**Stored data entries**
──────────
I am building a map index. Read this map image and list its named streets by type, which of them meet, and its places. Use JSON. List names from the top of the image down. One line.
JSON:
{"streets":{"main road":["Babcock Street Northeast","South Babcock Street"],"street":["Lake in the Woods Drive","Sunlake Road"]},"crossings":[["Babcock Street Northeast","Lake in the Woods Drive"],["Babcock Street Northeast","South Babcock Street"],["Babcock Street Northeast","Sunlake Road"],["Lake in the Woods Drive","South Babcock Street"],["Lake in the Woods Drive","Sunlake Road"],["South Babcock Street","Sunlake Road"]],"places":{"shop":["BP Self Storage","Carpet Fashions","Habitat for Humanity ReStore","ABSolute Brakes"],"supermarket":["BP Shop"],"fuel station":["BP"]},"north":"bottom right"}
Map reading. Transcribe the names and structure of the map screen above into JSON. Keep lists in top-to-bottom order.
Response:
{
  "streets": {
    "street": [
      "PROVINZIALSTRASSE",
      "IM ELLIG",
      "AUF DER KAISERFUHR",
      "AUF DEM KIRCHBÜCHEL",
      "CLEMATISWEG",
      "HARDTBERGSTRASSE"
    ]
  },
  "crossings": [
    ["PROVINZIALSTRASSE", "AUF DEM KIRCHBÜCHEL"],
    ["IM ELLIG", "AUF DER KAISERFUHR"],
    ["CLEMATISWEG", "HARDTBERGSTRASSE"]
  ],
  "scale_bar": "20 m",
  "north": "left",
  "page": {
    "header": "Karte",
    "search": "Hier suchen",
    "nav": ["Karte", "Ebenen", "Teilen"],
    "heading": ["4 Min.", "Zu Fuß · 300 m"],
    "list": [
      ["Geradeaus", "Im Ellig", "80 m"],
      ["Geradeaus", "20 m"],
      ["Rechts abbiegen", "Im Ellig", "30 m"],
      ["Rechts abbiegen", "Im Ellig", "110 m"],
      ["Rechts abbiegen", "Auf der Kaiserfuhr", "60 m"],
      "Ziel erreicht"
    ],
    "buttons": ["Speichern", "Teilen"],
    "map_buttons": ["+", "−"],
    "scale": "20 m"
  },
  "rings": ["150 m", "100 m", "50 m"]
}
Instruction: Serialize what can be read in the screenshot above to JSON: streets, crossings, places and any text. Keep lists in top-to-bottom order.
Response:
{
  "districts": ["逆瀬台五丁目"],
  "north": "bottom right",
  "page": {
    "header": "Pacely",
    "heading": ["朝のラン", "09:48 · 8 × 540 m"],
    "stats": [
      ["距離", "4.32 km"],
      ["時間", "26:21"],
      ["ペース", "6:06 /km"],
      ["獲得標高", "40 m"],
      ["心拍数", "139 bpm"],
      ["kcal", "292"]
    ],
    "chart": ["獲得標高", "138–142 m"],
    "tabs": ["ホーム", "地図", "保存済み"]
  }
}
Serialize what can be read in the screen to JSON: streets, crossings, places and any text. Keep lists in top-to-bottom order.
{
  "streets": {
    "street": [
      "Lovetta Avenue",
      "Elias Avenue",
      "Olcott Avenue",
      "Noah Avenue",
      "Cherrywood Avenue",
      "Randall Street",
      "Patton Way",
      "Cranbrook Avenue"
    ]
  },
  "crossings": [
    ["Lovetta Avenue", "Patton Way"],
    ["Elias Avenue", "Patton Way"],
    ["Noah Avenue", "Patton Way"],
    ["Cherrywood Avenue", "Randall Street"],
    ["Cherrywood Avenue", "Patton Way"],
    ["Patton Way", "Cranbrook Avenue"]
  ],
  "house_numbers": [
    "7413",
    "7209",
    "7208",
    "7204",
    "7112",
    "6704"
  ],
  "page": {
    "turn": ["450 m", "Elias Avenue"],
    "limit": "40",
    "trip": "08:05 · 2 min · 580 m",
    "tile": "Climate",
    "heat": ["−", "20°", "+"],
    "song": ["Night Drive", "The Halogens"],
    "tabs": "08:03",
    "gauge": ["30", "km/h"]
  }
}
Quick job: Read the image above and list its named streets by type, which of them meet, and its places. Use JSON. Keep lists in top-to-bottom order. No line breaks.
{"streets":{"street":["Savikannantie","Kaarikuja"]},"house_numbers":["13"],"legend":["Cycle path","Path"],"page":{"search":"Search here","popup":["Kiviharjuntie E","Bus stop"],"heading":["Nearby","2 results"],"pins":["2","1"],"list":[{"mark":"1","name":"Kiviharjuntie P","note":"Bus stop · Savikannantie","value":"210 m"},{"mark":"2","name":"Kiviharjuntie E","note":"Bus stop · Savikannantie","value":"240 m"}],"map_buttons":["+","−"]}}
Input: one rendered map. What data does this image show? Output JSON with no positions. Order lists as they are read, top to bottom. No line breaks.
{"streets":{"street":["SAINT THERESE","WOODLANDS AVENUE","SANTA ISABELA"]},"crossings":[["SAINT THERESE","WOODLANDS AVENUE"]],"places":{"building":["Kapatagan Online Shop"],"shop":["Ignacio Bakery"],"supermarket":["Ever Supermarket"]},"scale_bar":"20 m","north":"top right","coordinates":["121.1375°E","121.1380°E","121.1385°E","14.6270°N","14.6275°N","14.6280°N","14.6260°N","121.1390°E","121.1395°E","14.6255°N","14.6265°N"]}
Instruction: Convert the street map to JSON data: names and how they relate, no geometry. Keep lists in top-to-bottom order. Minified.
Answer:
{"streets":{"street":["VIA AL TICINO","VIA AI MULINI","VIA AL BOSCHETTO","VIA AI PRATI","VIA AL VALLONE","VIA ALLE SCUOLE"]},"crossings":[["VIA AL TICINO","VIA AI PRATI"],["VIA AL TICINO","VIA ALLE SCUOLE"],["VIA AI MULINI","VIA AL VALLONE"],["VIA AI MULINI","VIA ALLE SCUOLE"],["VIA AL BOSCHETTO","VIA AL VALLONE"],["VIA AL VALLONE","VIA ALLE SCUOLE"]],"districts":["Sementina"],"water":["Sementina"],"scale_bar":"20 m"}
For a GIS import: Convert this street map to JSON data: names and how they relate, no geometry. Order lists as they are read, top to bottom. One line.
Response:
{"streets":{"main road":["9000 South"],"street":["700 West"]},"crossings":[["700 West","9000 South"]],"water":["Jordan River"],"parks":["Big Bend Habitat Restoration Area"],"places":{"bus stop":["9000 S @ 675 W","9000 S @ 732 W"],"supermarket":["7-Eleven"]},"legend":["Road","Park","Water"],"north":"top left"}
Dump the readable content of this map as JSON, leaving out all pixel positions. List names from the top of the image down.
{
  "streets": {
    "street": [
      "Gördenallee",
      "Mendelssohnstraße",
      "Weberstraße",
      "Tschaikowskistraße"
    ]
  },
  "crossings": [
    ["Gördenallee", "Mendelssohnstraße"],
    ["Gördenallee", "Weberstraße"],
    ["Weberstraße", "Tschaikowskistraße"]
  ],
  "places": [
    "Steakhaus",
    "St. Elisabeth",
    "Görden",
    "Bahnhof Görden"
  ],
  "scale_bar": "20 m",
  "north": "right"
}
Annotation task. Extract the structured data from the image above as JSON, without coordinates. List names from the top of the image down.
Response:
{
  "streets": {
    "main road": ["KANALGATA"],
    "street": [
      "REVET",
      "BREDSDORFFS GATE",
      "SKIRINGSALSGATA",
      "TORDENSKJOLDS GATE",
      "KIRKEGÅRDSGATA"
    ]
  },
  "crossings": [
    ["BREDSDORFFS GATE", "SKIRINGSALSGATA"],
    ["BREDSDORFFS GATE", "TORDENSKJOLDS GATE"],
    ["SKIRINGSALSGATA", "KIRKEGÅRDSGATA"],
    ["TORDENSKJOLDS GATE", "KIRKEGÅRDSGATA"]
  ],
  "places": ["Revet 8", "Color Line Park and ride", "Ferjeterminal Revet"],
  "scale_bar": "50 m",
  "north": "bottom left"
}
──────────
**PROBLEM**
Your reply should match the data above exactly, line for line.

**FINAL ANSWER**
I am building a map index. Read this map image and list its named streets by type, which of them meet, and its places. Use JSON. List names from the top of the image down. One line.
JSON:
{"streets":{"main road":["Babcock Street Northeast","South Babcock Street"],"street":["Lake in the Woods Drive","Sunlake Road"]},"crossings":[["Babcock Street Northeast","Lake in the Woods Drive"],["Babcock Street Northeast","South Babcock Street"],["Babcock Street Northeast","Sunlake Road"],["Lake in the Woods Drive","South Babcock Street"],["Lake in the Woods Drive","Sunlake Road"],["South Babcock Street","Sunlake Road"]],"places":{"shop":["BP Self Storage","Carpet Fashions","Habitat for Humanity ReStore","ABSolute Brakes"],"supermarket":["BP Shop"],"fuel station":["BP"]},"north":"bottom right"}
Map reading. Transcribe the names and structure of the map screen above into JSON. Keep lists in top-to-bottom order.
Response:
{
  "streets": {
    "street": [
      "PROVINZIALSTRASSE",
      "IM ELLIG",
      "AUF DER KAISERFUHR",
      "AUF DEM KIRCHBÜCHEL",
      "CLEMATISWEG",
      "HARDTBERGSTRASSE"
    ]
  },
  "crossings": [
    ["PROVINZIALSTRASSE", "AUF DEM KIRCHBÜCHEL"],
    ["IM ELLIG", "AUF DER KAISERFUHR"],
    ["CLEMATISWEG", "HARDTBERGSTRASSE"]
  ],
  "scale_bar": "20 m",
  "north": "left",
  "page": {
    "header": "Karte",
    "search": "Hier suchen",
    "nav": ["Karte", "Ebenen", "Teilen"],
    "heading": ["4 Min.", "Zu Fuß · 300 m"],
    "list": [
      ["Geradeaus", "Im Ellig", "80 m"],
      ["Geradeaus", "20 m"],
      ["Rechts abbiegen", "Im Ellig", "30 m"],
      ["Rechts abbiegen", "Im Ellig", "110 m"],
      ["Rechts abbiegen", "Auf der Kaiserfuhr", "60 m"],
      "Ziel erreicht"
    ],
    "buttons": ["Speichern", "Teilen"],
    "map_buttons": ["+", "−"],
    "scale": "20 m"
  },
  "rings": ["150 m", "100 m", "50 m"]
}
Instruction: Serialize what can be read in the screenshot above to JSON: streets, crossings, places and any text. Keep lists in top-to-bottom order.
Response:
{
  "districts": ["逆瀬台五丁目"],
  "north": "bottom right",
  "page": {
    "header": "Pacely",
    "heading": ["朝のラン", "09:48 · 8 × 540 m"],
    "stats": [
      ["距離", "4.32 km"],
      ["時間", "26:21"],
      ["ペース", "6:06 /km"],
      ["獲得標高", "40 m"],
      ["心拍数", "139 bpm"],
      ["kcal", "292"]
    ],
    "chart": ["獲得標高", "138–142 m"],
    "tabs": ["ホーム", "地図", "保存済み"]
  }
}
Serialize what can be read in the screen to JSON: streets, crossings, places and any text. Keep lists in top-to-bottom order.
{
  "streets": {
    "street": [
      "Lovetta Avenue",
      "Elias Avenue",
      "Olcott Avenue",
      "Noah Avenue",
      "Cherrywood Avenue",
      "Randall Street",
      "Patton Way",
      "Cranbrook Avenue"
    ]
  },
  "crossings": [
    ["Lovetta Avenue", "Patton Way"],
    ["Elias Avenue", "Patton Way"],
    ["Noah Avenue", "Patton Way"],
    ["Cherrywood Avenue", "Randall Street"],
    ["Cherrywood Avenue", "Patton Way"],
    ["Patton Way", "Cranbrook Avenue"]
  ],
  "house_numbers": [
    "7413",
    "7209",
    "7208",
    "7204",
    "7112",
    "6704"
  ],
  "page": {
    "turn": ["450 m", "Elias Avenue"],
    "limit": "40",
    "trip": "08:05 · 2 min · 580 m",
    "tile": "Climate",
    "heat": ["−", "20°", "+"],
    "song": ["Night Drive", "The Halogens"],
    "tabs": "08:03",
    "gauge": ["30", "km/h"]
  }
}
Quick job: Read the image above and list its named streets by type, which of them meet, and its places. Use JSON. Keep lists in top-to-bottom order. No line breaks.
{"streets":{"street":["Savikannantie","Kaarikuja"]},"house_numbers":["13"],"legend":["Cycle path","Path"],"page":{"search":"Search here","popup":["Kiviharjuntie E","Bus stop"],"heading":["Nearby","2 results"],"pins":["2","1"],"list":[{"mark":"1","name":"Kiviharjuntie P","note":"Bus stop · Savikannantie","value":"210 m"},{"mark":"2","name":"Kiviharjuntie E","note":"Bus stop · Savikannantie","value":"240 m"}],"map_buttons":["+","−"]}}
Input: one rendered map. What data does this image show? Output JSON with no positions. Order lists as they are read, top to bottom. No line breaks.
{"streets":{"street":["SAINT THERESE","WOODLANDS AVENUE","SANTA ISABELA"]},"crossings":[["SAINT THERESE","WOODLANDS AVENUE"]],"places":{"building":["Kapatagan Online Shop"],"shop":["Ignacio Bakery"],"supermarket":["Ever Supermarket"]},"scale_bar":"20 m","north":"top right","coordinates":["121.1375°E","121.1380°E","121.1385°E","14.6270°N","14.6275°N","14.6280°N","14.6260°N","121.1390°E","121.1395°E","14.6255°N","14.6265°N"]}
Instruction: Convert the street map to JSON data: names and how they relate, no geometry. Keep lists in top-to-bottom order. Minified.
Answer:
{"streets":{"street":["VIA AL TICINO","VIA AI MULINI","VIA AL BOSCHETTO","VIA AI PRATI","VIA AL VALLONE","VIA ALLE SCUOLE"]},"crossings":[["VIA AL TICINO","VIA AI PRATI"],["VIA AL TICINO","VIA ALLE SCUOLE"],["VIA AI MULINI","VIA AL VALLONE"],["VIA AI MULINI","VIA ALLE SCUOLE"],["VIA AL BOSCHETTO","VIA AL VALLONE"],["VIA AL VALLONE","VIA ALLE SCUOLE"]],"districts":["Sementina"],"water":["Sementina"],"scale_bar":"20 m"}
For a GIS import: Convert this street map to JSON data: names and how they relate, no geometry. Order lists as they are read, top to bottom. One line.
Response:
{"streets":{"main road":["9000 South"],"street":["700 West"]},"crossings":[["700 West","9000 South"]],"water":["Jordan River"],"parks":["Big Bend Habitat Restoration Area"],"places":{"bus stop":["9000 S @ 675 W","9000 S @ 732 W"],"supermarket":["7-Eleven"]},"legend":["Road","Park","Water"],"north":"top left"}
Dump the readable content of this map as JSON, leaving out all pixel positions. List names from the top of the image down.
{
  "streets": {
    "street": [
      "Gördenallee",
      "Mendelssohnstraße",
      "Weberstraße",
      "Tschaikowskistraße"
    ]
  },
  "crossings": [
    ["Gördenallee", "Mendelssohnstraße"],
    ["Gördenallee", "Weberstraße"],
    ["Weberstraße", "Tschaikowskistraße"]
  ],
  "places": [
    "Steakhaus",
    "St. Elisabeth",
    "Görden",
    "Bahnhof Görden"
  ],
  "scale_bar": "20 m",
  "north": "right"
}
Annotation task. Extract the structured data from the image above as JSON, without coordinates. List names from the top of the image down.
Response:
{
  "streets": {
    "main road": ["KANALGATA"],
    "street": [
      "REVET",
      "BREDSDORFFS GATE",
      "SKIRINGSALSGATA",
      "TORDENSKJOLDS GATE",
      "KIRKEGÅRDSGATA"
    ]
  },
  "crossings": [
    ["BREDSDORFFS GATE", "SKIRINGSALSGATA"],
    ["BREDSDORFFS GATE", "TORDENSKJOLDS GATE"],
    ["SKIRINGSALSGATA", "KIRKEGÅRDSGATA"],
    ["TORDENSKJOLDS GATE", "KIRKEGÅRDSGATA"]
  ],
  "places": ["Revet 8", "Color Line Park and ride", "Ferjeterminal Revet"],
  "scale_bar": "50 m",
  "north": "bottom left"
}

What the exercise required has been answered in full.